● **What is needed**: Figure out how many lines of the listing include the string "align"; the reply is only that number.

● **Records supplied**:
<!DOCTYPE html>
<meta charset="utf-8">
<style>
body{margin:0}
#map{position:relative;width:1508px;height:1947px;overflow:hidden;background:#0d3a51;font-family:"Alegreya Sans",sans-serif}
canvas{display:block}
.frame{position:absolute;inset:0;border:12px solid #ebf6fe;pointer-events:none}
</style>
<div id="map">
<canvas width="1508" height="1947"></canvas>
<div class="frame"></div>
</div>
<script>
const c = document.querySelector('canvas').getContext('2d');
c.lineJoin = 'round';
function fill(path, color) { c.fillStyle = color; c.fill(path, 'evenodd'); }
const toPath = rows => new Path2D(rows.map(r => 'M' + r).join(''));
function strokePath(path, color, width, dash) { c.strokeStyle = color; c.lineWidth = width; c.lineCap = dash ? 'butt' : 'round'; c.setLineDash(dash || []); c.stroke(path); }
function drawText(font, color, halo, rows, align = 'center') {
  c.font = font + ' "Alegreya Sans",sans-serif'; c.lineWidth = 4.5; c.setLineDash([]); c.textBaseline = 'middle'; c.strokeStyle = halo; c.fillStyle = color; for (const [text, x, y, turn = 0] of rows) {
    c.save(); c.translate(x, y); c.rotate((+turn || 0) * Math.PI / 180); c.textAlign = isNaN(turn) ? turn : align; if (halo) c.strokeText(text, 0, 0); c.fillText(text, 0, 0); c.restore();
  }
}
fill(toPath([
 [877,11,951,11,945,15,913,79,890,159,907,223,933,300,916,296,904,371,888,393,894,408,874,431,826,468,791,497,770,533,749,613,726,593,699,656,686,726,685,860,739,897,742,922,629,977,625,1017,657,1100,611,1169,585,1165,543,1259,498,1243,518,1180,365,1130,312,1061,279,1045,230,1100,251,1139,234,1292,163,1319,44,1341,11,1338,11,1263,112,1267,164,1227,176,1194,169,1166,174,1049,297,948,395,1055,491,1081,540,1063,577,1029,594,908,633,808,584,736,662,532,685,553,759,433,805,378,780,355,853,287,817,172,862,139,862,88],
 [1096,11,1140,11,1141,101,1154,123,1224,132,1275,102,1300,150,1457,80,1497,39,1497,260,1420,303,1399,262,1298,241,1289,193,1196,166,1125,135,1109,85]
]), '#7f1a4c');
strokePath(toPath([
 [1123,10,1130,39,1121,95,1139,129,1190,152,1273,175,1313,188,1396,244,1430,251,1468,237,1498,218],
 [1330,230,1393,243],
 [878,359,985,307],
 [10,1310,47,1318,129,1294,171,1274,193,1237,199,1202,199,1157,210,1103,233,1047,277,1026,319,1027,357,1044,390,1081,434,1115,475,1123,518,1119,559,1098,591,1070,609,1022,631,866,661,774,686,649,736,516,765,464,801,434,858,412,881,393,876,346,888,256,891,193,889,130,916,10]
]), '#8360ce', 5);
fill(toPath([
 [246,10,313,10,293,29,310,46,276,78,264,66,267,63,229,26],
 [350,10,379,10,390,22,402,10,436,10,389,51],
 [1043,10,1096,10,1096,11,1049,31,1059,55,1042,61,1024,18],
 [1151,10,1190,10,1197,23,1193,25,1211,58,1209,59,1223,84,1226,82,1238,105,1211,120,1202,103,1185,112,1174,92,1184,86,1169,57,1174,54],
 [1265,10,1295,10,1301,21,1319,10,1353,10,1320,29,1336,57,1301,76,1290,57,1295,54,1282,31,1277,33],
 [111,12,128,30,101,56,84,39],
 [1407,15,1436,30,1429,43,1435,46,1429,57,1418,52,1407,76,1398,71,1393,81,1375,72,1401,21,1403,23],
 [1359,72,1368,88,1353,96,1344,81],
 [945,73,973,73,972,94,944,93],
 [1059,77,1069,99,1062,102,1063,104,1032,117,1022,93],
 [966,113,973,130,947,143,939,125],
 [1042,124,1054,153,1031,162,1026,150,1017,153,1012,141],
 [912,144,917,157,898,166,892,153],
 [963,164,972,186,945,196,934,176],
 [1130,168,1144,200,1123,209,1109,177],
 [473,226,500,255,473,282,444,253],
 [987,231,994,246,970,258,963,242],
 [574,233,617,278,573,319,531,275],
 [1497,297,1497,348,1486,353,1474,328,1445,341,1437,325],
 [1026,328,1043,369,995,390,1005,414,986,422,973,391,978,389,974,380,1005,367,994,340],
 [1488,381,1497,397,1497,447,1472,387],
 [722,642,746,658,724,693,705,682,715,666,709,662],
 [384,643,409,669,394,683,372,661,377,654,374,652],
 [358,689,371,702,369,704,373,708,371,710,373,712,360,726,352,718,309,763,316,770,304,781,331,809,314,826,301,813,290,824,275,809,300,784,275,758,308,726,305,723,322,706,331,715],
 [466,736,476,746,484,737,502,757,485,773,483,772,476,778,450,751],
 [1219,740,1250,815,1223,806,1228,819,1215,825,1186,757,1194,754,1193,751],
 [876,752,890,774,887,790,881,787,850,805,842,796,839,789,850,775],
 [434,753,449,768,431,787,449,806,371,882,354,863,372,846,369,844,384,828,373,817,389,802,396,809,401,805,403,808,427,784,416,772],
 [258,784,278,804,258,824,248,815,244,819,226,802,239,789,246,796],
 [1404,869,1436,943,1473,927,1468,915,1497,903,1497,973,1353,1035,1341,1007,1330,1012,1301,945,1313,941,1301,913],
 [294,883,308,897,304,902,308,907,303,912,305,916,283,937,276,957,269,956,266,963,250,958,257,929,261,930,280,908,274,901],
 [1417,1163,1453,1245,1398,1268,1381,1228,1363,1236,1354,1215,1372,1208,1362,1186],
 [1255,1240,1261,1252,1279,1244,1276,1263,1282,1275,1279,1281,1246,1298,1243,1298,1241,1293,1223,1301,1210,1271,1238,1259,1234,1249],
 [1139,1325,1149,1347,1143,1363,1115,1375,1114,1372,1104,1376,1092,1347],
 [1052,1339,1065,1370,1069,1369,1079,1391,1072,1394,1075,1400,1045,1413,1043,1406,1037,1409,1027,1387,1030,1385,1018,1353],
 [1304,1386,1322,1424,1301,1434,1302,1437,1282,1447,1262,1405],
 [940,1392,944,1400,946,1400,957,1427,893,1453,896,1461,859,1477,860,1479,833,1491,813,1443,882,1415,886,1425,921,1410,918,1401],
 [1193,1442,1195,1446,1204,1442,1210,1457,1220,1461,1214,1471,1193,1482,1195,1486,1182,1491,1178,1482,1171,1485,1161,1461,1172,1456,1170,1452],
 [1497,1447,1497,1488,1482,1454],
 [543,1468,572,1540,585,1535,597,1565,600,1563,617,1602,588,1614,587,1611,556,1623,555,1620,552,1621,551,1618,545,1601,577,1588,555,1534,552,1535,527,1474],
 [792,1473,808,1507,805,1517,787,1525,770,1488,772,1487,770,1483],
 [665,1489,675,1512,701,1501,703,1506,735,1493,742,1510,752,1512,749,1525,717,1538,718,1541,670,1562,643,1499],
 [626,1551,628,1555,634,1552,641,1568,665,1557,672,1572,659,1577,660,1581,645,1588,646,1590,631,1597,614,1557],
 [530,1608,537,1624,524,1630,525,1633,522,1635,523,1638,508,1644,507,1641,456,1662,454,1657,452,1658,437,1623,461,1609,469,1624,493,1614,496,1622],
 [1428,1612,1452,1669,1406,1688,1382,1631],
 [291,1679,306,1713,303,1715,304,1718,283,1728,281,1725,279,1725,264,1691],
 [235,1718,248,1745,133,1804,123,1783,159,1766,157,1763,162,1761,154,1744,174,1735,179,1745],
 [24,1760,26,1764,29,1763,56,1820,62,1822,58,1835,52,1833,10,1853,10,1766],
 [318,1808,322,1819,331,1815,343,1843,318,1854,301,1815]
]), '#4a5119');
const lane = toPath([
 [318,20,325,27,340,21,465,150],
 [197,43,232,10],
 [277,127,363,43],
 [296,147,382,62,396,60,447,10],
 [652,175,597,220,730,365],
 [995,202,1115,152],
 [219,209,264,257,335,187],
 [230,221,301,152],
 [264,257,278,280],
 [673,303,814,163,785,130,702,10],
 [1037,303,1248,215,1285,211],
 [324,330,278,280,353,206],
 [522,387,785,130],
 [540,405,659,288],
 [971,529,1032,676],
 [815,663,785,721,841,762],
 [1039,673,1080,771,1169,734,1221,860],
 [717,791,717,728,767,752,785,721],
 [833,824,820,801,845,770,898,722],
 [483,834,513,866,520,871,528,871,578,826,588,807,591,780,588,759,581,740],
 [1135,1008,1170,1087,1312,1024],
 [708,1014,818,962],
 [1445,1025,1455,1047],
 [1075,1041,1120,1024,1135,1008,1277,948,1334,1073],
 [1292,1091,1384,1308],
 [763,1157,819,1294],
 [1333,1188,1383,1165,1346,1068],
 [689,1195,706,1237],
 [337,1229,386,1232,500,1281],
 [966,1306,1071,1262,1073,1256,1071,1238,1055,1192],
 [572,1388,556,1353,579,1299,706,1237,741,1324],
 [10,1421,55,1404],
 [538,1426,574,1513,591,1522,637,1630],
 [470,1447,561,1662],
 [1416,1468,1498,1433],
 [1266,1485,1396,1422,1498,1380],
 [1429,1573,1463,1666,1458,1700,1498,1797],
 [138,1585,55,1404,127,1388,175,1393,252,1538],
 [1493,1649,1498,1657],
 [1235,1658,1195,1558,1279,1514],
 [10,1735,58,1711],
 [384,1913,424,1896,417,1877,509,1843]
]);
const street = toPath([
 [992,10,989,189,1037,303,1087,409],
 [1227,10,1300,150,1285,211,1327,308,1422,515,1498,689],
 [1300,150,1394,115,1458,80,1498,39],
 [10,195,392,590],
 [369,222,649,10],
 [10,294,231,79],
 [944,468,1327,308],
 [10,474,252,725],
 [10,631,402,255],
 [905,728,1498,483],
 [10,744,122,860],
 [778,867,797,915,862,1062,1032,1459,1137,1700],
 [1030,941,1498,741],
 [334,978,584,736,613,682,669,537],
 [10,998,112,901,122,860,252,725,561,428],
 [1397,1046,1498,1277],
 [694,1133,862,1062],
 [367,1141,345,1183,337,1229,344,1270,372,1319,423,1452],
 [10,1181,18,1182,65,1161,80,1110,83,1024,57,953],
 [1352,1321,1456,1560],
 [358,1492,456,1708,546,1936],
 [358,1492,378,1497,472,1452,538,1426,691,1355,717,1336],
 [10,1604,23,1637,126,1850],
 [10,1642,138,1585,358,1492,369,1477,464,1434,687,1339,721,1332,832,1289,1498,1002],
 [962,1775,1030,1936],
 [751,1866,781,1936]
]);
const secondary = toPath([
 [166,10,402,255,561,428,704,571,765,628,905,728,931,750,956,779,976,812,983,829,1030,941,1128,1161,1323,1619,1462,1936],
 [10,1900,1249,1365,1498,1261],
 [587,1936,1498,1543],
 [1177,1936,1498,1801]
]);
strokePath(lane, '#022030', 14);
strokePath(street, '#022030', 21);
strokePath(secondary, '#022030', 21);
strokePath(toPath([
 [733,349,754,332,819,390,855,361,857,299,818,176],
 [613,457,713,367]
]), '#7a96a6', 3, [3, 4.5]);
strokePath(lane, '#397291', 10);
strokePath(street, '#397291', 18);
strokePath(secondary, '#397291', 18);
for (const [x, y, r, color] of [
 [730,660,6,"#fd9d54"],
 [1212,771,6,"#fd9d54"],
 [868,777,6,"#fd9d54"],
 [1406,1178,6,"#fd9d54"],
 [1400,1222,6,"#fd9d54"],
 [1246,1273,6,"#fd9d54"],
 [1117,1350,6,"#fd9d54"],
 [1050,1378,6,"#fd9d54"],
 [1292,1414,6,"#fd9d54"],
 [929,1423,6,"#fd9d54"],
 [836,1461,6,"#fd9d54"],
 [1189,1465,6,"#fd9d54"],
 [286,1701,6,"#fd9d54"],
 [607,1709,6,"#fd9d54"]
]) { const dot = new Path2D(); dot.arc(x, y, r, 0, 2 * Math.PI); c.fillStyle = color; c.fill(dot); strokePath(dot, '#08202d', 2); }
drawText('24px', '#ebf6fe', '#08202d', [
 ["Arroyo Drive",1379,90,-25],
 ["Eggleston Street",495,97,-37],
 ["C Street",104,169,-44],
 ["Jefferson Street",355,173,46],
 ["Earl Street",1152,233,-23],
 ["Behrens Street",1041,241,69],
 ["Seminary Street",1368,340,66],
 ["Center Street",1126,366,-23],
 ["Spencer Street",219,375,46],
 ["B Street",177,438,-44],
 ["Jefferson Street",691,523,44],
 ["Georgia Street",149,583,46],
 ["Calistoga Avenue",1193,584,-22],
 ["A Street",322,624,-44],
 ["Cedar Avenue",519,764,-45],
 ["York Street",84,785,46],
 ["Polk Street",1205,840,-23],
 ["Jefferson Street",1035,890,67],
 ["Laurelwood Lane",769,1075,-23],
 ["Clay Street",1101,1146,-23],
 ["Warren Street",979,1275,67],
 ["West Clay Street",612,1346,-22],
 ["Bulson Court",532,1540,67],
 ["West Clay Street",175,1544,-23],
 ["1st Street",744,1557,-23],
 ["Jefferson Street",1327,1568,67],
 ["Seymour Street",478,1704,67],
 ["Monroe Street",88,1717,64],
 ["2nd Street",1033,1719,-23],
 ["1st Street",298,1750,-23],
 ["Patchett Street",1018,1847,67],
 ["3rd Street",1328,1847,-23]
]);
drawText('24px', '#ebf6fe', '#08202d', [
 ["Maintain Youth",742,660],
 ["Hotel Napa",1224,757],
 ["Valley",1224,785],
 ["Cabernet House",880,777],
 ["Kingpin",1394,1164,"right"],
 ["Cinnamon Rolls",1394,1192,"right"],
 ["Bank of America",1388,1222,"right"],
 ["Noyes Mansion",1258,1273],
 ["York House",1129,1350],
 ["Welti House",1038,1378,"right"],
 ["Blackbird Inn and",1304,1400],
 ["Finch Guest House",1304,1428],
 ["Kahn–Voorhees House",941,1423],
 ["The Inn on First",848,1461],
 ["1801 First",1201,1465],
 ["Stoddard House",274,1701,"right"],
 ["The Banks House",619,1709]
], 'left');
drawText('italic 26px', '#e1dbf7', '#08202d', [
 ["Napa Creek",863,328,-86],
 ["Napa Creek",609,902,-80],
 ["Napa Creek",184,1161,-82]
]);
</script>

● **Output for this exercise**: 2